Selon Matthew Stocks, de l’Université nationale australienne, il existe 616’000 sites dans le monde où l’on pourrait construire des installations de pompage d’eau en circuit fermé avec deux réservoirs. Un seul pour cent suffirait à résoudre tout le problème de stockage d’énergie intermittente, souligne-t-il, en fondant son évaluation sur des considérations purement géographiques.
Réagir rapidement au prix
Au-delà de son potentiel, la centrale de Nant de Drance, propriété d’une société dirigée par l’électricien Alpiq et les Chemins de fer fédéraux (CFF), devra évidemment joindre les deux bouts. Une tâche ardue dans un secteur qui a été confronté ces dernières années à des difficultés financières et à l’imprévisibilité du marché de l’électricité.
«Nous devons réagir rapidement pour pomper lorsque le prix est bas et turbiner lorsqu’il est élevé. Auparavant, nous turbinions le jour et pompions la nuit, mais aujourd’hui la situation a changé, avec des pics de consommation jusque tard dans la soirée», note Alain Sauthier.
Nant de Drance sera pleinement opérationnel pour une production commerciale à l’été 2022. L’espoir de ses opérateurs est qu’elle deviendra rentable lorsque les centrales nucléaires seront définitivement fermées et que les énergies renouvelables prendront le relais des combustibles fossiles.

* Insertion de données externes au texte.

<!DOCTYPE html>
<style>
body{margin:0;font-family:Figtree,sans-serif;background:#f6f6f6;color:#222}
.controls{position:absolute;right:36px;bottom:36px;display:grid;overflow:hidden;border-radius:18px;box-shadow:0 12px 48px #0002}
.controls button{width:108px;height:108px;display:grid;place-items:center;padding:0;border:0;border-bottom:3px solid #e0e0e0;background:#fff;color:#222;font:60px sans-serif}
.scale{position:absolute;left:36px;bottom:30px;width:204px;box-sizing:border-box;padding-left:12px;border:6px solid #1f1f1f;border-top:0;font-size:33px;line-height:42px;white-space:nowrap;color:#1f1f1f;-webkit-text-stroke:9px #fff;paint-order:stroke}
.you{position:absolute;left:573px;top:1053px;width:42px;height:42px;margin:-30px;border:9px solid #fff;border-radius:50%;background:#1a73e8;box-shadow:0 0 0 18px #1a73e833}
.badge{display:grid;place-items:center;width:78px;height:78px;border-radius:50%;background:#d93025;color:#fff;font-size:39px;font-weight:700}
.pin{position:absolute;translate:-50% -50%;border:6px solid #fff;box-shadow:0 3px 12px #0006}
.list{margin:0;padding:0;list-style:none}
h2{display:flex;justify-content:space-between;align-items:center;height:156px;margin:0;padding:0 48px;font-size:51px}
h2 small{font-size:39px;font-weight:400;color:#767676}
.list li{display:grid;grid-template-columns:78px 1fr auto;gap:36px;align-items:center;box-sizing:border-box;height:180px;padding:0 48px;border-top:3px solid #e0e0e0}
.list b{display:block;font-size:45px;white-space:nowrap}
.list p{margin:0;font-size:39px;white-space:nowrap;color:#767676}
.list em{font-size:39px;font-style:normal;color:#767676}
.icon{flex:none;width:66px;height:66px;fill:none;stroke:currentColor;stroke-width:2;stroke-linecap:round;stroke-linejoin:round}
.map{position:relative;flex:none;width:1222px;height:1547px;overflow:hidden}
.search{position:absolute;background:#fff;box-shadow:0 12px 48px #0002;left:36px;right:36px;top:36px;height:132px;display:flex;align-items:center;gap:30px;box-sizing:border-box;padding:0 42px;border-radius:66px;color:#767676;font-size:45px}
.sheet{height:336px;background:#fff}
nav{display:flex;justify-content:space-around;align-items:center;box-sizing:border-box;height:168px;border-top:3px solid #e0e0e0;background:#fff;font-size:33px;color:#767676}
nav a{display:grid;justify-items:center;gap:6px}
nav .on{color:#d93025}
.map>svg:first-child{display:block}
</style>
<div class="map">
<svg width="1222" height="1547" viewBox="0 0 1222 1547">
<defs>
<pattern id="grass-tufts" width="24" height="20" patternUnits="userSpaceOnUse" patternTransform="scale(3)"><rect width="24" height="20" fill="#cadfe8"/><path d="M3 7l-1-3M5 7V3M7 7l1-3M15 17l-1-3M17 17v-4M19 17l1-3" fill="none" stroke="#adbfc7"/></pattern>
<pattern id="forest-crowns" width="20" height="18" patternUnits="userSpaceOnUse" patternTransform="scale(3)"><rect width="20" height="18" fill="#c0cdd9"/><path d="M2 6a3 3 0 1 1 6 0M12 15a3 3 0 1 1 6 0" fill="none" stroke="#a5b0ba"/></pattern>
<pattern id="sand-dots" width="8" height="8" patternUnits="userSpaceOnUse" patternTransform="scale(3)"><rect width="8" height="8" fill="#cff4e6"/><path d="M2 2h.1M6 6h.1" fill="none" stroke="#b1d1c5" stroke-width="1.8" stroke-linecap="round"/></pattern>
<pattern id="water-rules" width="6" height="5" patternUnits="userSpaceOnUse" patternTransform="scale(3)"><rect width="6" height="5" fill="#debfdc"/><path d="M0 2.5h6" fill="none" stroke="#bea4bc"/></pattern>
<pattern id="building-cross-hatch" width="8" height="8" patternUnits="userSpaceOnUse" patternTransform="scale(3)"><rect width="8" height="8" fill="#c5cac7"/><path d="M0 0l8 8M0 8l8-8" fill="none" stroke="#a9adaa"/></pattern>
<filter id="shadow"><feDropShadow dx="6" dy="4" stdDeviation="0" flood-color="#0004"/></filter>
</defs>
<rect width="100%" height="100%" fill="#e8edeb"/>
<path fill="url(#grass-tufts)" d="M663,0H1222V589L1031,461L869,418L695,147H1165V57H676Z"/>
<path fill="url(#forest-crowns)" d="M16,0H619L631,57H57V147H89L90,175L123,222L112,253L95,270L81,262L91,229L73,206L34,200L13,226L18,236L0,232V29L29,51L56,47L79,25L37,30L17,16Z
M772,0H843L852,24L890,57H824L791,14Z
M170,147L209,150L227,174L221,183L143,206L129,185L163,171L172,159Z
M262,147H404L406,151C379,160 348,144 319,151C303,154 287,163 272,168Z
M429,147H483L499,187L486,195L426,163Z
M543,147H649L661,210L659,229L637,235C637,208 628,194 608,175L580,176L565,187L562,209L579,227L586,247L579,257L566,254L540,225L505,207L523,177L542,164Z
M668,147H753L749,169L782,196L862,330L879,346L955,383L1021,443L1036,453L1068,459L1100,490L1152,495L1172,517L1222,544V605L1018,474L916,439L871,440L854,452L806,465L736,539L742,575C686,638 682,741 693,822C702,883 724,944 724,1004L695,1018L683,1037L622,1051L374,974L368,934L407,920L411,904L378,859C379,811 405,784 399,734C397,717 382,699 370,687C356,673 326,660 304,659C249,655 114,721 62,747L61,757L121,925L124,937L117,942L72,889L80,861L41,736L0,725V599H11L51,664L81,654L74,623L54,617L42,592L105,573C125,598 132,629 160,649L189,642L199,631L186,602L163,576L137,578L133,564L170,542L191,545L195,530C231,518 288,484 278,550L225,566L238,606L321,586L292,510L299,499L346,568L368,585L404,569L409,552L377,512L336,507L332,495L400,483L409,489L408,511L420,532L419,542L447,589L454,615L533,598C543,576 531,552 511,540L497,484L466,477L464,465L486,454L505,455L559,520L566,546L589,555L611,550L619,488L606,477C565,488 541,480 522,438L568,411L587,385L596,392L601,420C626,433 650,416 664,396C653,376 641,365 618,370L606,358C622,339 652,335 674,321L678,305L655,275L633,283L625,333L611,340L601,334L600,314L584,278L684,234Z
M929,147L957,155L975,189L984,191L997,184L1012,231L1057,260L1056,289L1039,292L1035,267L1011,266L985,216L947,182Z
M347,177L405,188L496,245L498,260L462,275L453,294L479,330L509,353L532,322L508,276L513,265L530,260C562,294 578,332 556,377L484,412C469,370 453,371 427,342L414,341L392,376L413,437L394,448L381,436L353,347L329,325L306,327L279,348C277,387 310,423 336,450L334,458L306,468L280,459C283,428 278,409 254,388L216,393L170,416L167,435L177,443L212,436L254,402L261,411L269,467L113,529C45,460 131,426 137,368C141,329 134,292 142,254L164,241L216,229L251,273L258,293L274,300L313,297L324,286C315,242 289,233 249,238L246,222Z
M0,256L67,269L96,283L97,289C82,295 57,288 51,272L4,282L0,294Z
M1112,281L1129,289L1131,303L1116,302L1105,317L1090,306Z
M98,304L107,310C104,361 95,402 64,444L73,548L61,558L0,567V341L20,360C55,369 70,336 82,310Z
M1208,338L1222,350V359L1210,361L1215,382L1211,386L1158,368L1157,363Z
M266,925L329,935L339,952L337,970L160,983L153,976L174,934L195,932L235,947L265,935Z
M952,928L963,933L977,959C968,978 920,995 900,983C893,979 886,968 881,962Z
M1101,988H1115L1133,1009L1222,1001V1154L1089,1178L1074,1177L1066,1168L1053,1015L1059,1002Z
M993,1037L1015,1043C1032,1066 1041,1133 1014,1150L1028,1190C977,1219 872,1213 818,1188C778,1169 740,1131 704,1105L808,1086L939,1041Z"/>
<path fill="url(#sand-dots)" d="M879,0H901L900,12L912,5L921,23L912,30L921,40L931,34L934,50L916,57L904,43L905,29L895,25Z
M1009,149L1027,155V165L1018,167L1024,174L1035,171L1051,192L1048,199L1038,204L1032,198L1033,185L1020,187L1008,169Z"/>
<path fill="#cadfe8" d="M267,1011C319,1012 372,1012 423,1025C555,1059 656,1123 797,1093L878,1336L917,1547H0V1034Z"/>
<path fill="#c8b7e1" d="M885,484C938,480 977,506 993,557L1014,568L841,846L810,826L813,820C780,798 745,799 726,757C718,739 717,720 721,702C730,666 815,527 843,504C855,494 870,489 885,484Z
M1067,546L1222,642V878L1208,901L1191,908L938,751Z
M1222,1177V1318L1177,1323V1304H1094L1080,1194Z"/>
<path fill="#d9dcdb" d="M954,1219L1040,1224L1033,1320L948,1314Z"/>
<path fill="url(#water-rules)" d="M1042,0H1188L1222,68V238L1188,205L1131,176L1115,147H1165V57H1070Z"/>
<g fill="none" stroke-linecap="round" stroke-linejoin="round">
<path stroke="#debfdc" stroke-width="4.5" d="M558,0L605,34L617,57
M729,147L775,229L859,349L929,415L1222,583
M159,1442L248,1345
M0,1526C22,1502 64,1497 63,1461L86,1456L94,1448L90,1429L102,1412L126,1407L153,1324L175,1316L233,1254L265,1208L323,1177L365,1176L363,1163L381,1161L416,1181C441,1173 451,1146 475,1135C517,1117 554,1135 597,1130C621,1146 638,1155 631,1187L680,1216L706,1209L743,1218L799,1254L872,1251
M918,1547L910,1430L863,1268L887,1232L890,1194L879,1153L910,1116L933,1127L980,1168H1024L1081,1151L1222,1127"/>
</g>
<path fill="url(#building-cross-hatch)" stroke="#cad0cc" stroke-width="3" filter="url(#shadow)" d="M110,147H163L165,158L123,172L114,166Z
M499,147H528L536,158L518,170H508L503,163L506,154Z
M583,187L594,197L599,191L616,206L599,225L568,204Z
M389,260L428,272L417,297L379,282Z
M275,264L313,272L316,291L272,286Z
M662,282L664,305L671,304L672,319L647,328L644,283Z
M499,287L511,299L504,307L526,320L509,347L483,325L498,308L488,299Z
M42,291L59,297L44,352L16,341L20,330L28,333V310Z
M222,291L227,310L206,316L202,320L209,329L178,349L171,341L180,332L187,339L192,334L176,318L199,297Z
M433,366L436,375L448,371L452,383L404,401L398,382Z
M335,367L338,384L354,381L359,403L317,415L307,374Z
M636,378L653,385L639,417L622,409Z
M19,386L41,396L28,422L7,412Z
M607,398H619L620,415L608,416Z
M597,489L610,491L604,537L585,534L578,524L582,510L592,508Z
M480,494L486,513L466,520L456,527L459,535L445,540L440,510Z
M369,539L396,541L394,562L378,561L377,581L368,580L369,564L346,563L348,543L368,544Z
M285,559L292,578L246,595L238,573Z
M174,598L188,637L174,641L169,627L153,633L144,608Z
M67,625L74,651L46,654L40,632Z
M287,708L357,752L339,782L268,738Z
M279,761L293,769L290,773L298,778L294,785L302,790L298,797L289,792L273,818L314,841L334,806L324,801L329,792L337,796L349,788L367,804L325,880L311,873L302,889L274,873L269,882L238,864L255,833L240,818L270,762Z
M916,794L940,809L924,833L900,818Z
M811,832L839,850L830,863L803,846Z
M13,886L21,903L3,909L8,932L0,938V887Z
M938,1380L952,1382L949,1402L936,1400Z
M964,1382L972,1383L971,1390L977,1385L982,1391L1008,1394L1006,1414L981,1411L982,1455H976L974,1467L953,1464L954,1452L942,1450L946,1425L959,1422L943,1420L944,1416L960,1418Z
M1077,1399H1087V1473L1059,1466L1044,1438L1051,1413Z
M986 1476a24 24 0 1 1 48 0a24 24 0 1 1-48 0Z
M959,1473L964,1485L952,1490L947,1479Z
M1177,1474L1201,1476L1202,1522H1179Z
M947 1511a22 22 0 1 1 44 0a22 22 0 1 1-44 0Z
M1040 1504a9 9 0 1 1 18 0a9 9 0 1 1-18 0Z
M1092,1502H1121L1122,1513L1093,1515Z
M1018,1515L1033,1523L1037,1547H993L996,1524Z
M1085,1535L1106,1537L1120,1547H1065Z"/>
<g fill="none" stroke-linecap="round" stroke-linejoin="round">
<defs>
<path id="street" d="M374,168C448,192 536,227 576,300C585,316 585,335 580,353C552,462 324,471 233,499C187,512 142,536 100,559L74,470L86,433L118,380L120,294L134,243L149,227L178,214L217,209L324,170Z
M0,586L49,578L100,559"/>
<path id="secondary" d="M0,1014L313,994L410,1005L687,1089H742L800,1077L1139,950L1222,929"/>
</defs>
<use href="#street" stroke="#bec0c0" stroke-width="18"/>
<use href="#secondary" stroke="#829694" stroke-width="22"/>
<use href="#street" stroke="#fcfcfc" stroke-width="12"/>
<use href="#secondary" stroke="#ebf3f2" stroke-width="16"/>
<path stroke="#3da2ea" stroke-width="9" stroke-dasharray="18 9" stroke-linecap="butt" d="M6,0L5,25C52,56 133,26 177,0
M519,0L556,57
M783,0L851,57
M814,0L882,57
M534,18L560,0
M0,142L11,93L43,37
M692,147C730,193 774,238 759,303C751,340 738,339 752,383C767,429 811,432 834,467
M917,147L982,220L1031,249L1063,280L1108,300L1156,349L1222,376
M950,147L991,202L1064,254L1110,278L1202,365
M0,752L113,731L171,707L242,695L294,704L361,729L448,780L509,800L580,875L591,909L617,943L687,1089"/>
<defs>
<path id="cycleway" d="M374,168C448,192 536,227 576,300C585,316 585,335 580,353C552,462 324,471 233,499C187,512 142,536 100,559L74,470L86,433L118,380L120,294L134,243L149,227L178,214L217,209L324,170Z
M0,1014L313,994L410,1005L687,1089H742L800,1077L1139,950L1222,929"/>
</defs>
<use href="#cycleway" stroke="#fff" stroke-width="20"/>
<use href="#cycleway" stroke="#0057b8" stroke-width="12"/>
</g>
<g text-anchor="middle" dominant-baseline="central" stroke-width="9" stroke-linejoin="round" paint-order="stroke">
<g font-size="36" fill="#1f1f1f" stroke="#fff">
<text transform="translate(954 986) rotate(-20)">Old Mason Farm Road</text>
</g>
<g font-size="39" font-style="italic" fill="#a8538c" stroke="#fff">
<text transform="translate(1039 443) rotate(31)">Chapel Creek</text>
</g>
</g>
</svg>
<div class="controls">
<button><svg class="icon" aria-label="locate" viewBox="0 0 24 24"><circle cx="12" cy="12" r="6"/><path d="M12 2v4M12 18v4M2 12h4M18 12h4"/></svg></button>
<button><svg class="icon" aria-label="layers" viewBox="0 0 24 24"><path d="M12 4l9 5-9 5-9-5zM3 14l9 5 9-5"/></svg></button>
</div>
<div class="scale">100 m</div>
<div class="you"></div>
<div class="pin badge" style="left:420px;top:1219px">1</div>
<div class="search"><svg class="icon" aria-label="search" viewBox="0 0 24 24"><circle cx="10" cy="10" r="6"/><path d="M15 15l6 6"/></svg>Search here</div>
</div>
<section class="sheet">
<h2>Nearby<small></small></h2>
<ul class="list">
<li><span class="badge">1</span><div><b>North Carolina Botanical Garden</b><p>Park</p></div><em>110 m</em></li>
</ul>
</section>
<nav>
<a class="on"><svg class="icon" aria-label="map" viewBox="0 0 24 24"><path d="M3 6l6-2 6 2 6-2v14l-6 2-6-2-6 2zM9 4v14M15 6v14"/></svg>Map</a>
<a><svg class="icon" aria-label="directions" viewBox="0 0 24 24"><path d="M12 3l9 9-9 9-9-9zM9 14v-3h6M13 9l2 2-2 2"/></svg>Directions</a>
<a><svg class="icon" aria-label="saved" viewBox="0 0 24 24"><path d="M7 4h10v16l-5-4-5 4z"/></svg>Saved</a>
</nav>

Le symposiumLien externe qui se tient à Winterthur les 2 et 3 septembre 2021 réunit des participants des secteurs public et privé pour discuter des défis et des solutions permettant d’atteindre les objectifs de développement durable des Nations unies. Les énergies renouvelables et l’approvisionnement en matières premières figurent parmi les principaux thèmes de l’édition de cette année.